A Ucrânia está a investir na criação de uma indústria de armamento ligeiro para equipar as suas forças, desde artilharia de 155mm a drones de capacidade acrescida e incluindo a novidade mais recente, um míssil de longo alcance.
"Penso que este outono haverá um boom na produção de vários drones ucranianos: voadores, flutuadores, rastejadores, etc. E isto irá continuar a crescer em volume", afirmou Rezmikov à agência estatal de notícias Ukrinform.
Uma das explicações para este incremento foi o relaxamento das regras e dos regulamentos, acrescentou. "Reescrevemos os regulamentos e simplificámos os processos. Creio que fomos bem-sucedidos e que isso tornou possível esse impulso.
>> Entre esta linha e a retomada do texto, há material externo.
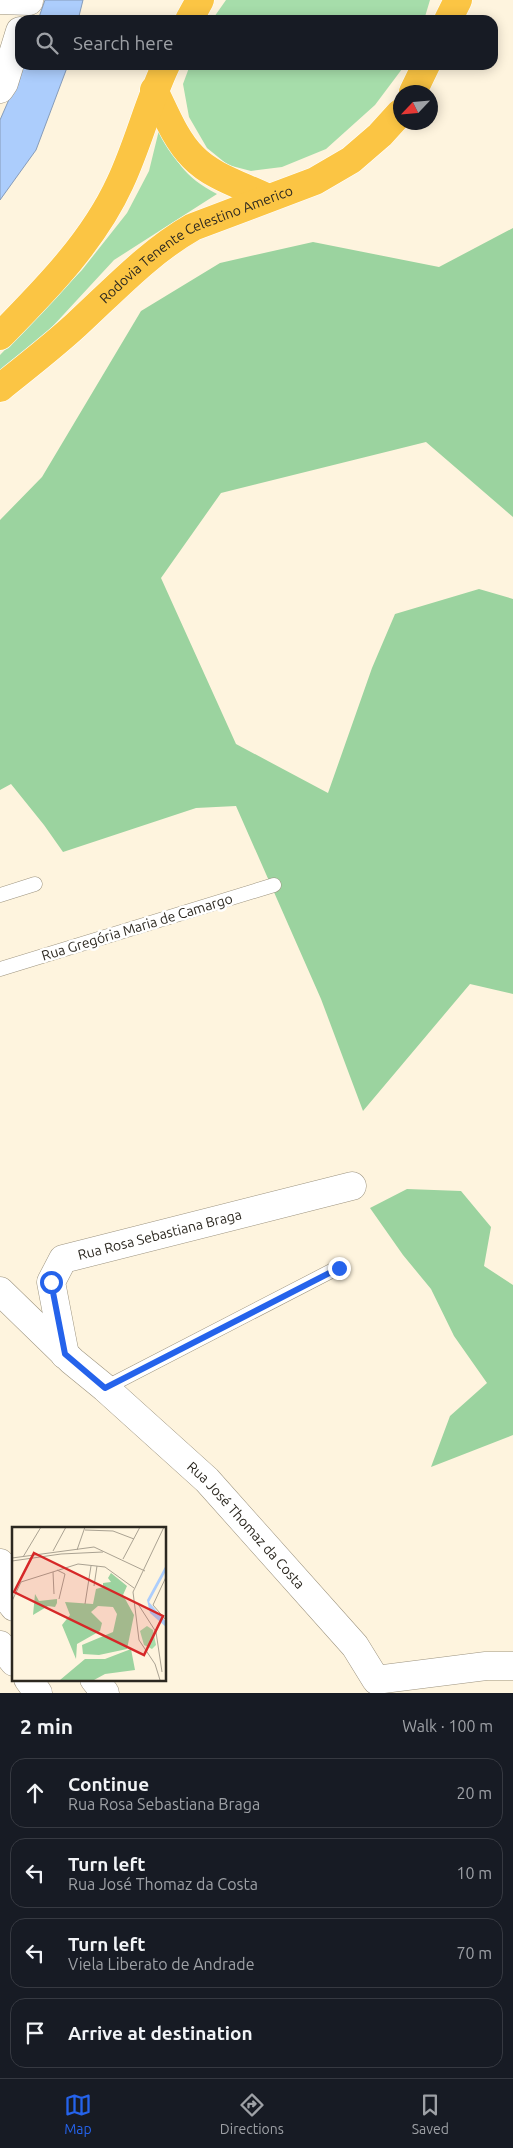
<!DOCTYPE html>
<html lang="en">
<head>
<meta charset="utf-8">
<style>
  body { margin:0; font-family:Ubuntu,sans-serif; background:#242831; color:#f1f3f6 }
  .compass { position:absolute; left:393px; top:85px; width:45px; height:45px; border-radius:50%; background:#171b24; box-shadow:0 2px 12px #0003; rotate:244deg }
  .stop { position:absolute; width:15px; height:15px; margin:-11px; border:4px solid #2563eb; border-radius:50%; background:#fff }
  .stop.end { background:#2563eb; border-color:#fff; box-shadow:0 1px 5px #0008 }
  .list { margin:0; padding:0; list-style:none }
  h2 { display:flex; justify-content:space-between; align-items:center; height:65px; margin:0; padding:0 20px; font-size:21px }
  h2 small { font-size:16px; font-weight:400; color:#9ea1a6 }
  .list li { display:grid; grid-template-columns:32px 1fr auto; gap:15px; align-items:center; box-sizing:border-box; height:70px; margin:0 10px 10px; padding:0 10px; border:1px solid #363941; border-radius:15px }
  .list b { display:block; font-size:19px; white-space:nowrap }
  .list p { margin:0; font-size:16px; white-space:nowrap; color:#9ea1a6 }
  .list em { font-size:16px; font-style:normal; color:#9ea1a6 }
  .icon { flex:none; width:28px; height:28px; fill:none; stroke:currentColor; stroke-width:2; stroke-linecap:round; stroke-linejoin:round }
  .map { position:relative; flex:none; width:513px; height:1693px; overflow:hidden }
  .search { position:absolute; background:#171b24; box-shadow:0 2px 12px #0003; left:15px; right:15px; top:15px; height:55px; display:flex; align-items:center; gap:12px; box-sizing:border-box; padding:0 18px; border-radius:15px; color:#9ea1a6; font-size:19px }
  .sheet { height:385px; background:#171b24 }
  nav { display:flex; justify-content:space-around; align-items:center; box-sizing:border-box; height:70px; border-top:1px solid #363941; background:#171b24; font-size:14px; color:#9ea1a6 }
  nav a { display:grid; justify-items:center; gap:2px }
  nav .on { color:#2563eb }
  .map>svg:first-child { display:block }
</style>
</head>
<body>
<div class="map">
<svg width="513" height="1693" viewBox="0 0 513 1693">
  <rect width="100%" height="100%" fill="#fef4de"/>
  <!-- green -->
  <path fill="#a6ddaa" d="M226,0H430L424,20H212Z
    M190,65H405L375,105L326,149L282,167L251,171L228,165L207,148L189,117L183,84Z
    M160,126C174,160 184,177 217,194L114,260L15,367L0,379V355L82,270L127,213L149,171Z"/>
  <!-- forest -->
  <path fill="#9bd39f" d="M513,228V517L426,442L221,493L161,578L236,744L328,793L372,668L395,614L479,589L513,599V994L470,984L363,1111L321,999L236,806L196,808L63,852L44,825L11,784L0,790V520L42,477L141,311L220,263L313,242L439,267Z
    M407,1189L461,1191L491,1227L484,1266L513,1285V1435L431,1467L450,1416L487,1383L454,1336L431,1289L403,1255L370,1208Z"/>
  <!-- water -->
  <path fill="#accdfc" stroke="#869cba" d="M45,0H83L78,20H38Z
    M24,65H68L36,150L0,200V120Z"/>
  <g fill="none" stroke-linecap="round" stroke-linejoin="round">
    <!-- lane casing -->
    <g stroke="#9c937f" stroke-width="15">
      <path id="lane" d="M0,895L35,884
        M0,969L274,885
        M105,1388L339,1267"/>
    </g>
    <!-- street casing -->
    <g stroke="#9c937f" stroke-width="29">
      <g id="street">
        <path d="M0,0L29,1"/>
        <path d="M0,89L4,83L20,31"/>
        <path id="s1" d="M0,1291L72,1361L105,1388L207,1480L355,1646L376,1680L486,1666H513"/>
        <path id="s2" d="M65,1355L51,1282L63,1259L352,1186"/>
      </g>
    </g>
    <!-- secondary casing -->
    <g stroke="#9c937f" stroke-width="29">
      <path id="secondary" d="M0,1563L14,1580
        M0,1589L14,1607
        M0,1645L14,1662
        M28,1679L38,1693
        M94,1679L105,1693"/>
    </g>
    <!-- highway casing -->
    <g stroke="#fff" stroke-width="29">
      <g id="highway">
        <path d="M189,20L200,0"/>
        <path d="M448,20L458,0"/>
        <path d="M154,90C165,112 175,139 193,157C212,177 244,186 268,198"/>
        <path d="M413,92L426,65"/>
        <path d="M0,336C45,290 93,242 120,183C138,145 148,103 166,65"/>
        <path id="s3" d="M0,388C26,367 52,347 76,325C113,291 149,252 193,227L315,181L351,160L380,135L400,113"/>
      </g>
    </g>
    <!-- lane -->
    <use href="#lane" stroke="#fff" stroke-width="14"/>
    <!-- street -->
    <use href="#street" stroke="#fff" stroke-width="28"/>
    <!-- secondary -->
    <use href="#secondary" stroke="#fff" stroke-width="28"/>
    <!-- highway -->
    <use href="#highway" stroke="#fbc544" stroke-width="28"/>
  </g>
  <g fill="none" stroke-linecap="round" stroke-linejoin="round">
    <!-- route -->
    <path stroke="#2563eb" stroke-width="6" d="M51,1282L65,1354L105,1388L339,1268"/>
  </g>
  <g text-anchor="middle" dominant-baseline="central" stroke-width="5" stroke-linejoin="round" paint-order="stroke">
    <!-- street labels -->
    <g font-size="14" fill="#2c2820" stroke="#fff">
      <text stroke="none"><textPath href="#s3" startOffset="246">Rodovia Tenente Celestino Americo</textPath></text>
      <text transform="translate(137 927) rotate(-17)">Rua Gregória Maria de Camargo</text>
      <text stroke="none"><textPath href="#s2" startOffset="200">Rua Rosa Sebastiana Braga</textPath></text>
      <text stroke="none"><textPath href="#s1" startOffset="340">Rua José Thomaz da Costa</textPath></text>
    </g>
  </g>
  <!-- overview -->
  <g transform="translate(12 1527)">
    <rect width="154" height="154" fill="#fef4de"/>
    <path d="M135,99L141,103L144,118L140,122L132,118L128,104Z" fill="#a6ddaa"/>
    <path d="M99,46L115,59L111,68L122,88L115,122L87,128L71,127L70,118L101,105L105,87L101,80L86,79L79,85L90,96L88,104L65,117L64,132L50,98L58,88L53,75L81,77L84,62L91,60V56L99,55L96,51ZM23,67L27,74L45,72V76L43,80L36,79L21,88ZM119,122L123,143L93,147L82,153H48L73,132H93Z" fill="#9bd39f"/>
    <path d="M154,38V44L137,75L154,95V100L138,86L135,73Z" fill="#accdfc"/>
    <path fill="none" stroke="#aaa292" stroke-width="1" d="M73,3L101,4L122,12M65,23L73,0M41,24L54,0M11,30L29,0M0,31L82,20L133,44M111,32L128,0M0,34L49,27L91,25M45,43L53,47L47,72M41,45L42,67M154,50L141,78L154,93M82,59L85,39M0,74L9,55L66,37L93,40L122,61M73,77L79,39M126,77L144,105L150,145M148,153L143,137L127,113L121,65L152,0"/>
    <path fill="#d62828" fill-opacity="0.15" stroke="#d62828" stroke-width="2.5" d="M22,26L151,89L132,128L2,65Z"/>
    <rect width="154" height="154" fill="none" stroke="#2c2820" stroke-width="2.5"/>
  </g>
</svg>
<svg class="compass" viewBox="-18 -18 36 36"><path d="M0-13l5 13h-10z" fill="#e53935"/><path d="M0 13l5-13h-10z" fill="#9ea1a6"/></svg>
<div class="stop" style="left:51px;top:1282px"></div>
<div class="stop end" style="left:339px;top:1268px"></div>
<div class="search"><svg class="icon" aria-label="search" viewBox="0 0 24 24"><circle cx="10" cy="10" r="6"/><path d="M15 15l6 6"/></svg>Search here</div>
</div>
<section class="sheet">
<h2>2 min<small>Walk · 100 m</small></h2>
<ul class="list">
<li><svg class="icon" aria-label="ahead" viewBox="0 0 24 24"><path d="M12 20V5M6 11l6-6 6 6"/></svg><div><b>Continue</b><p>Rua Rosa Sebastiana Braga</p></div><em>20 m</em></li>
<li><svg class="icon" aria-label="left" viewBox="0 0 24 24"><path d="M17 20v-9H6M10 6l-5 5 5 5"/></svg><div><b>Turn left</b><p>Rua José Thomaz da Costa</p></div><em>10 m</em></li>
<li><svg class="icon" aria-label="left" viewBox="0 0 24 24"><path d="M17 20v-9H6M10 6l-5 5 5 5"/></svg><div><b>Turn left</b><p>Viela Liberato de Andrade</p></div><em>70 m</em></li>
<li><svg class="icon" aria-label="arrive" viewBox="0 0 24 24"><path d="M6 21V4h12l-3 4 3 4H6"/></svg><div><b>Arrive at destination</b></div></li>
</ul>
</section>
<nav>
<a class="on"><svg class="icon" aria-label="map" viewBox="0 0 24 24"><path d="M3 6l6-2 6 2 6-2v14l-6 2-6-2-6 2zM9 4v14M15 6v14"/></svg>Map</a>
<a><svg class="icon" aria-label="directions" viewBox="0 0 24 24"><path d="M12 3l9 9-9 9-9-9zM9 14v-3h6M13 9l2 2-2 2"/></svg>Directions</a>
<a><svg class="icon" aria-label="saved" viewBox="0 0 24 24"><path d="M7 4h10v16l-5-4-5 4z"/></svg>Saved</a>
</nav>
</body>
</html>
Especialmente para os fabricantes de drones que começaram a produzi-los em garagens" disse Rezmikov.
Seja uma ação de propaganda de Kiev ou a simples realidade, não se espera que o seu sucessor, Rustem Umerov, um negociador experiente e especialista financeiro, altere a estratégia referida por Rezmikov, a qual estará a permitir à Ucrânia atacar a Rússia, com efeitos por enquanto sobretudo psicológicos, e levar a ofensiva à Crimeia.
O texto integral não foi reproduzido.